Former NSA employee gets 5+ years in jail for role in Russian data leak
A former U.S. National Security Agency employee has been sentenced to five and a half years in prison for taking home classified information that was then allegedly obtained by Russian government agents.
Nghia Hoang Pho, 68 from Ellicott City, Maryland and previously a coder for the NSA’s Tailored Access Operations unit, a unit tasked with hacking computer systems, pleaded guilty as part of a plea deal made in December.
In a complicated tale, the theft of data started with Pho removing and retaining government documents and writings on his personal computer that contained national defense information, including information classified as Top Secret and “Sensitive Compartmented Information.”
Pho had antivirus software installed on his computer from Kaspersky Lab, which detected some of the data he had copied as being of interest. The antivirus software detected Equation malware source code files, the top-security software used by the NSA to spy on users.
At this point, accounts diverge. Kaspersky Lab founder Eugene Kaspersky admitted that the company’s antivirus software detected the Equation malware. But when he became aware of it, he said, he ordered all records to be deleted so that the details could not be shared with third parties — specifically the Russian government.
The U.S. government, however, claimed that Kaspersky has links to and provides information to the Russian government, alleging that the Equation malware made its way to the Russian government via Kaspersky. This all led to a Federal Bureau of Investigation probe and bans on federal employees using the company’s software by both the Trump White House and the Department of Homeland Security.
Regardless of what happened after Pho downloaded and kept copies of the files, he was charged with making the copies to begin with, a serious federal crime given the security status of the data.
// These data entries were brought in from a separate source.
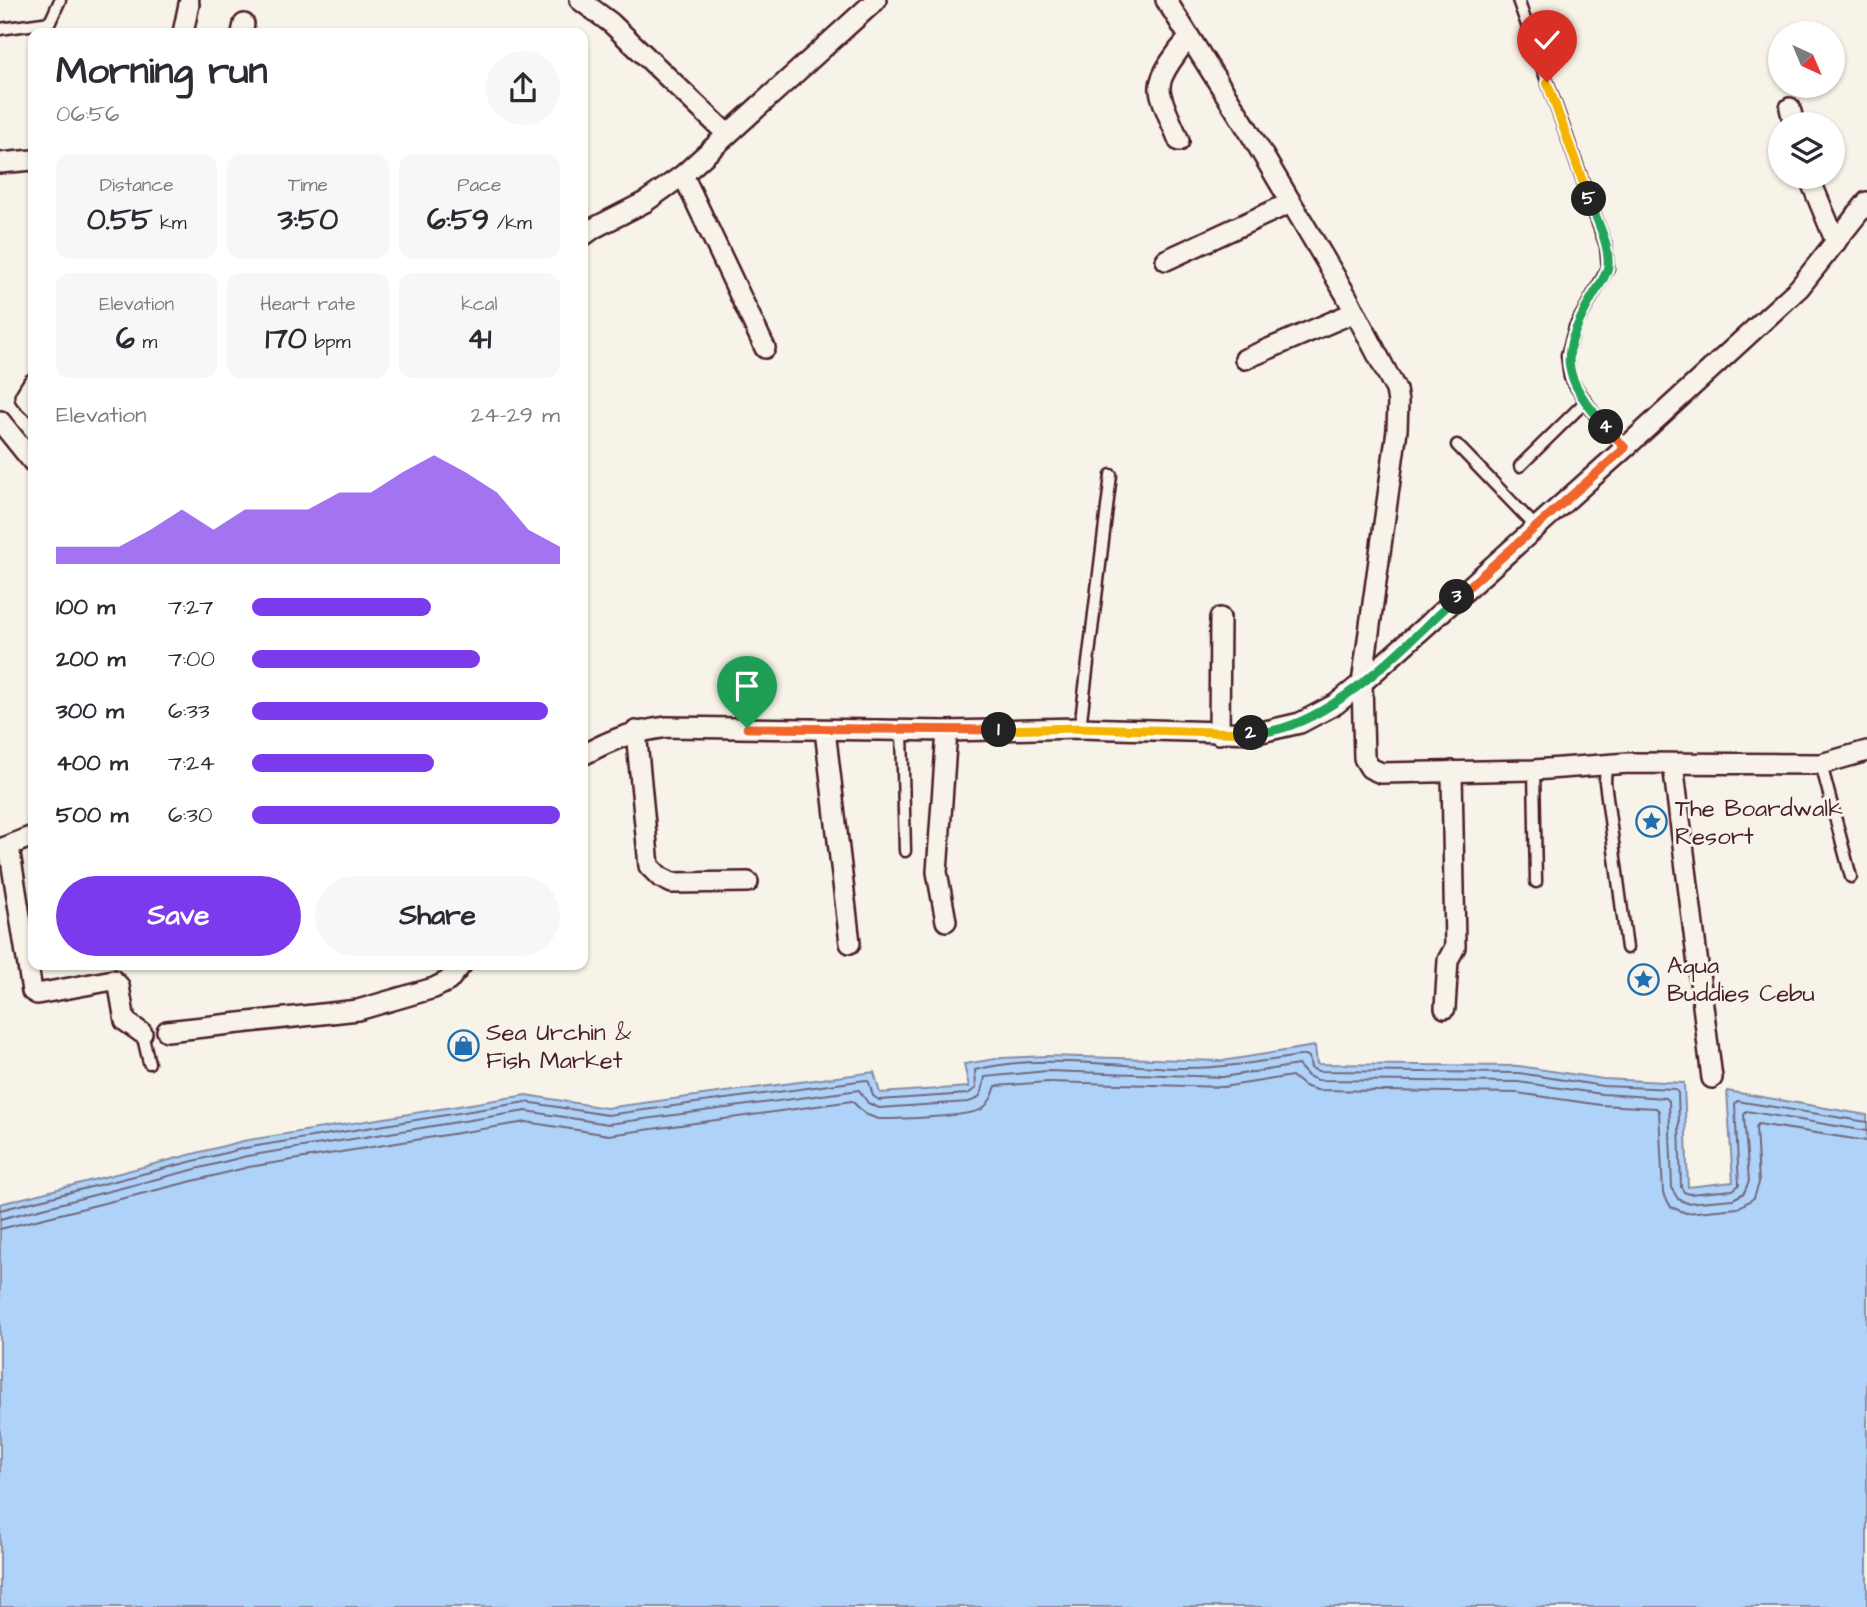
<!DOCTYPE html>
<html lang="en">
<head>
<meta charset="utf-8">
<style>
	:root { --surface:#fff; --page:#f7f7f7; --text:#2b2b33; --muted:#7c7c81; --accent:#7c3aed }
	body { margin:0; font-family:"Architects Daughter",sans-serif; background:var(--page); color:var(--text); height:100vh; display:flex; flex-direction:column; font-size:26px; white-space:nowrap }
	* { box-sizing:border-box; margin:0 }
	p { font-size:23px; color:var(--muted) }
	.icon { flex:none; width:38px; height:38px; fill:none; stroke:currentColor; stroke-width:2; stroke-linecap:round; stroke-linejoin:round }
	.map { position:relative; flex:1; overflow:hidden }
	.drawer { position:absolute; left:28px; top:28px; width:560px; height:942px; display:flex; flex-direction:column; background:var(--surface); border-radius:14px; box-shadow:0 2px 5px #0004 }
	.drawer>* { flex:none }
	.needle { width:46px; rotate:136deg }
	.tools { position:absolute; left:1768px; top:21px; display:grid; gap:14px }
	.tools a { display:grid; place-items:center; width:77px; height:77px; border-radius:50%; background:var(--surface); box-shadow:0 2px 5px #0004; font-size:35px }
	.pin { position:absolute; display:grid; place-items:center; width:60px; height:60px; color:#fff; margin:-72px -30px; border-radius:50% 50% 50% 0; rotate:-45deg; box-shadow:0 0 7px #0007 }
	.pin .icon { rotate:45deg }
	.km { position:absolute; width:35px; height:35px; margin:-18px; border-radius:50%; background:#222; color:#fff; font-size:19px; line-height:35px; text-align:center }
	.round { display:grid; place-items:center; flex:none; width:74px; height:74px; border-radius:37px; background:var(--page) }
	.headline { display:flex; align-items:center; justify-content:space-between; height:119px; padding:0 28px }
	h1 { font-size:38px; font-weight:700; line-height:52px }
	.figures { display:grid; grid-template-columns:repeat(3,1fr); gap:10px; height:119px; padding:7px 28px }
	.figures div { display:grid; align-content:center; border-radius:14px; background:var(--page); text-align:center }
	.figures b { font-size:30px; font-weight:700 }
	.figures small { font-size:19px; font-weight:400 }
	.figures p { font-size:19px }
	.chart { height:196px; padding:14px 28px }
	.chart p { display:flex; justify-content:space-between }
	.chart svg { width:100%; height:126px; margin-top:7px; fill:var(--accent); opacity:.7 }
	.button { display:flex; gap:14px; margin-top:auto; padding:14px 28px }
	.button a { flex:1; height:80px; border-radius:42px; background:var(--accent); color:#fff; font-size:28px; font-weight:700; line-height:80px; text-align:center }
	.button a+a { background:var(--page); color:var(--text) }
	ul { padding:0 28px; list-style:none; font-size:23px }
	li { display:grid; grid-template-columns:112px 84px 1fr; align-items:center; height:52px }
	li i { height:18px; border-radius:9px; background:var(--accent) }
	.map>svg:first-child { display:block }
</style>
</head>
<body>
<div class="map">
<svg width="1867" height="1607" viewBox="0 0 1867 1607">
	<rect width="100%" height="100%" fill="#f7f3e8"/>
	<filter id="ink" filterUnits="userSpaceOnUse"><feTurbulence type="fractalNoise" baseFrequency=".0143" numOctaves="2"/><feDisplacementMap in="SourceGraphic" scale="14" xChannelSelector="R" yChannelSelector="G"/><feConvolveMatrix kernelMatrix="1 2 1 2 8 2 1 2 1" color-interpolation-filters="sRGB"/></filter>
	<g filter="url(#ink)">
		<!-- water -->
		<polygon fill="#afd3f8" stroke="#878ba6" stroke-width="2" points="1315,1046 1317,1064 1519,1066 1603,1079 1684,1083 1688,1187 1733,1182 1727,1091 1867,1115 1867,1607 0,1607 0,1204 243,1141 526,1095 606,1108 874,1072 880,1093 969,1087 964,1064 1002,1058 1047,1056 1222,1061"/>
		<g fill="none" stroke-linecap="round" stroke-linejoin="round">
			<!-- shore -->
			<g stroke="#72677d" stroke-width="2">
				<path d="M0,1210L245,1148L526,1102L607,1115L866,1080L869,1082L873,1096L879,1100L968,1094L976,1088L975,1070C1035,1054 1115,1066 1178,1068C1222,1069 1263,1061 1306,1055L1309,1057L1311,1068L1318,1071L1519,1073L1603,1086L1675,1089L1678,1093L1681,1187L1684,1192L1689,1194L1733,1190L1739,1185L1735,1104L1737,1101L1867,1122"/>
				<path d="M0,1219L247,1156L526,1111L608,1124L859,1090L868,1103L879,1108L968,1102C984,1099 982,1089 985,1077L1047,1071L1223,1077L1298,1065L1308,1076L1317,1080L1518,1082L1602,1094L1666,1098L1669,1101L1672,1189L1678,1199L1687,1203L1733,1199L1744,1193L1749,1181L1744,1115L1746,1111L1867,1131"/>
				<path d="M0,1229L249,1167L526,1122L609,1135L852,1101L865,1114L878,1119C898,1119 968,1117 982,1109C990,1103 993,1095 996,1086L1048,1082L1223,1087L1292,1076L1304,1086L1317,1090L1517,1093L1601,1105L1656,1108L1659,1111L1663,1193L1671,1207L1686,1213L1738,1208L1754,1198L1759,1183L1756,1127L1758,1124L1867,1141"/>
			</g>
			<defs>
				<g id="service">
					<polyline points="1518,0 1606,246 1608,268 1575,327 1567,355 1570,378 1595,415 1625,448"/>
					<polyline points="0,29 50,22 60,0"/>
					<polyline points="1457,445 1535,526"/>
					<polyline points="1520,466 1586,401"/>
					<polyline points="1080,728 1111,475"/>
					<polyline points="902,731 905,851"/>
					<polyline points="1606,764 1605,782 1627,948"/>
					<polyline points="1821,764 1851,877"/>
					<polyline points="1534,770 1536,882"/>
					<polyline points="142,1033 149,1063"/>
				</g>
				<g id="minor">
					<polyline points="580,0 611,23 727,134"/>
					<polyline points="1166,0 1247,128 1346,295 1396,390 1398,402 1397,430 1362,683 1364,758 1370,768 1381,773 1534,770 1629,763 1821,764 1867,751"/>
					<polyline points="183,33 189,4"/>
					<polyline points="242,33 244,24"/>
					<polyline points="1790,108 1794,124"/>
					<path d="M1179,141C1174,127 1162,105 1160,90C1158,75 1180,48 1189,38"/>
					<polyline points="0,163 33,160"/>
					<polyline points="683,175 765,348"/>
					<polyline points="1809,177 1836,242"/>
					<polyline points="583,236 594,228 645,202 683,175 876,0"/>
					<polyline points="1166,260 1290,203"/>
					<polyline points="1245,359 1355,312"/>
					<polyline points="33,384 25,397 33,405"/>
					<polyline points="0,421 33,462"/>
					<polyline points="825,730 850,943"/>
					<polyline points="636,731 649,866 660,877 672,883 748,882"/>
					<polyline points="1219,734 1220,618"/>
					<path d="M583,755C614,738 632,732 667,727L947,731L1080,728L1257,733L1300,723L1336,704L1362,683L1625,448L1799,288L1867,202"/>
					<polyline points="1673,764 1712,1078"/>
					<polyline points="9,847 32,991 37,994 113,980 119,986 125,1021 142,1033"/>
					<polyline points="0,849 33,836"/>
					<polyline points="946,921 937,872 947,731"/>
					<polyline points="1445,1008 1448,960 1455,947 1452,771"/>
					<polyline points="167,1031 358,1010 434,988 448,981 462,964"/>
				</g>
			</defs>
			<!-- service casing -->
			<use href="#service" stroke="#4a1f2b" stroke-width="15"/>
			<!-- minor casing -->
			<use href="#minor" stroke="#4a1f2b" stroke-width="24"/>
			<!-- service -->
			<use href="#service" stroke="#f7f3e8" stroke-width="10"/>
			<!-- minor -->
			<use href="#minor" stroke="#f7f3e8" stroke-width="19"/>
		</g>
	</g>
	<g fill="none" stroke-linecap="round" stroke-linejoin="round" filter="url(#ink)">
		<defs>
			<polyline id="split-1" points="747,728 999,730"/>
			<polyline id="split-2" points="999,730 1080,728 1251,733"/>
			<path id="split-3" d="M1251,733C1326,733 1405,644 1457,597"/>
			<polyline id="split-4" points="1457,597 1625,448 1606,427"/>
			<path id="split-5" d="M1589,199C1596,219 1610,244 1608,266C1607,276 1596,290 1591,299C1558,358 1562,376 1606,427"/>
			<polyline id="split-6" points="1547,82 1589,199"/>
		</defs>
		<!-- split-1 casing -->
		<use href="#split-1" stroke="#fff" stroke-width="14"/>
		<!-- split-2 casing -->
		<use href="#split-2" stroke="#fff" stroke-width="14"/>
		<!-- split-3 casing -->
		<use href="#split-3" stroke="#fff" stroke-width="14"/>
		<!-- split-4 casing -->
		<use href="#split-4" stroke="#fff" stroke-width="14"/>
		<!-- split-5 casing -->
		<use href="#split-5" stroke="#fff" stroke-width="14"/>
		<!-- split-6 casing -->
		<use href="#split-6" stroke="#fff" stroke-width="14"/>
		<!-- split-1 -->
		<use href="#split-1" stroke="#f0652b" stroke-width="9"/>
		<!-- split-2 -->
		<use href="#split-2" stroke="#f5b400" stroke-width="9"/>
		<!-- split-3 -->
		<use href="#split-3" stroke="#22a559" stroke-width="9"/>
		<!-- split-4 -->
		<use href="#split-4" stroke="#f0652b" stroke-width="9"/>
		<!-- split-5 -->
		<use href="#split-5" stroke="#22a559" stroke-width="9"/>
		<!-- split-6 -->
		<use href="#split-6" stroke="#f5b400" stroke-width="9"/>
	</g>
	<!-- icons -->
	<defs>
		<symbol id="sight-ring" viewBox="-11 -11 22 22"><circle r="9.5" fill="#f7f3e8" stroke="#1f6fb2" stroke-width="1.5"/><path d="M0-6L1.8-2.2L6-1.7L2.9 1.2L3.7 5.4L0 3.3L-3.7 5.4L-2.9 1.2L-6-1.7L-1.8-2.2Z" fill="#1f6fb2"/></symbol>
		<symbol id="shop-ring" viewBox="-11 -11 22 22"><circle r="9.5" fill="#f7f3e8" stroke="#1f6fb2" stroke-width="1.5"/><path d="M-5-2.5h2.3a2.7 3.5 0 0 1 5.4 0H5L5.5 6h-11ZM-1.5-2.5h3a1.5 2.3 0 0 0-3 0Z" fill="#1f6fb2"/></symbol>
	</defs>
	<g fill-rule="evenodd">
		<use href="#sight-ring" x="1634" y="804" width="35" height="35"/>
		<use href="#sight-ring" x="1626" y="962" width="35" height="35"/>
		<use href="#shop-ring" x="446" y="1028" width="35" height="35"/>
	</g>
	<g text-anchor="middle" stroke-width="6" stroke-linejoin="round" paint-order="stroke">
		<!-- poi labels -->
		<g font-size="24" fill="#4a1f2b" stroke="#f7f3e8" text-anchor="start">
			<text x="1675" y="816">The Boardwalk<tspan x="1675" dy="28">Resort</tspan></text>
			<text x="1667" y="973">Aqua<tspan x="1667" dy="28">Buddies Cebu</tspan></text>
			<text x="486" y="1040">Sea Urchin &amp;<tspan x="486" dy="28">Fish Market</tspan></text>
		</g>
	</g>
</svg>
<div class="tools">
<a><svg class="needle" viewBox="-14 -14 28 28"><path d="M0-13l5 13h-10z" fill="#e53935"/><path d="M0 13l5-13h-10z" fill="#7c7c81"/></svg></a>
<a><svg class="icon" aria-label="layers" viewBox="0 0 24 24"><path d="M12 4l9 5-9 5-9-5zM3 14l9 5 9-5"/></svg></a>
</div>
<div class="pin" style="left:747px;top:728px;background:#1e9e55"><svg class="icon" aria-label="arrive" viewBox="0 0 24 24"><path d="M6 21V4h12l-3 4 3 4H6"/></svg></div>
<div class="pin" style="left:1547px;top:82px;background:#d93025"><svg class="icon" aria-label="check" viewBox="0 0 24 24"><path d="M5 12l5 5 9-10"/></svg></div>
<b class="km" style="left:999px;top:730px">1</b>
<b class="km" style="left:1251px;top:733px">2</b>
<b class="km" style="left:1457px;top:597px">3</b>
<b class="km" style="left:1606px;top:427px">4</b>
<b class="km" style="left:1589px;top:199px">5</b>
<section class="drawer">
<div class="headline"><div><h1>Morning run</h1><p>06:56</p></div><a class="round"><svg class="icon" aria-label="share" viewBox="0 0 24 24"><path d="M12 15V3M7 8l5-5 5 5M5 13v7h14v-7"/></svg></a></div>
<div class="figures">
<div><p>Distance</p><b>0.55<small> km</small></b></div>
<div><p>Time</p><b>3:50</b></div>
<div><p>Pace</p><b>6:59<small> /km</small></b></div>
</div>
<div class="figures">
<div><p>Elevation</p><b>6<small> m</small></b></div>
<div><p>Heart rate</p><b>170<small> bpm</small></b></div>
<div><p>kcal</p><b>41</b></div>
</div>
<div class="chart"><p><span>Elevation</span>24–29 m</p>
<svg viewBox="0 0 160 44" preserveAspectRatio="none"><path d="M0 44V38L10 38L20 38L30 32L40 25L50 32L60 25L70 25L80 25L90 19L100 19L110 12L120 6L130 12L140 19L150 32L160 38V44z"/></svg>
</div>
<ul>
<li><b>100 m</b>7:27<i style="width:58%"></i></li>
<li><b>200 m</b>7:00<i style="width:74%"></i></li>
<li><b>300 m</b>6:33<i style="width:96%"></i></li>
<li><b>400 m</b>7:24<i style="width:59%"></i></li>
<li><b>500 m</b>6:30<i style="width:100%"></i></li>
</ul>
<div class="button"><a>Save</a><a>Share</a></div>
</section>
</div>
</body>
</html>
“Pho’s intentional, reckless and illegal retention of highly classified information over the course of almost five years placed at risk our intelligence community’s capabilities and methods, rendering some of them unusable,” Assistant Attorney General John C. Demers said in a statement. “Today’s sentence reaffirms the expectations that the government places on those who have sworn to safeguard our nation’s secrets.”
Another NSA employee who was caught taking home copies of top-secret data, Reality Winner, was similarly sentenced to five years and three months in jail in August.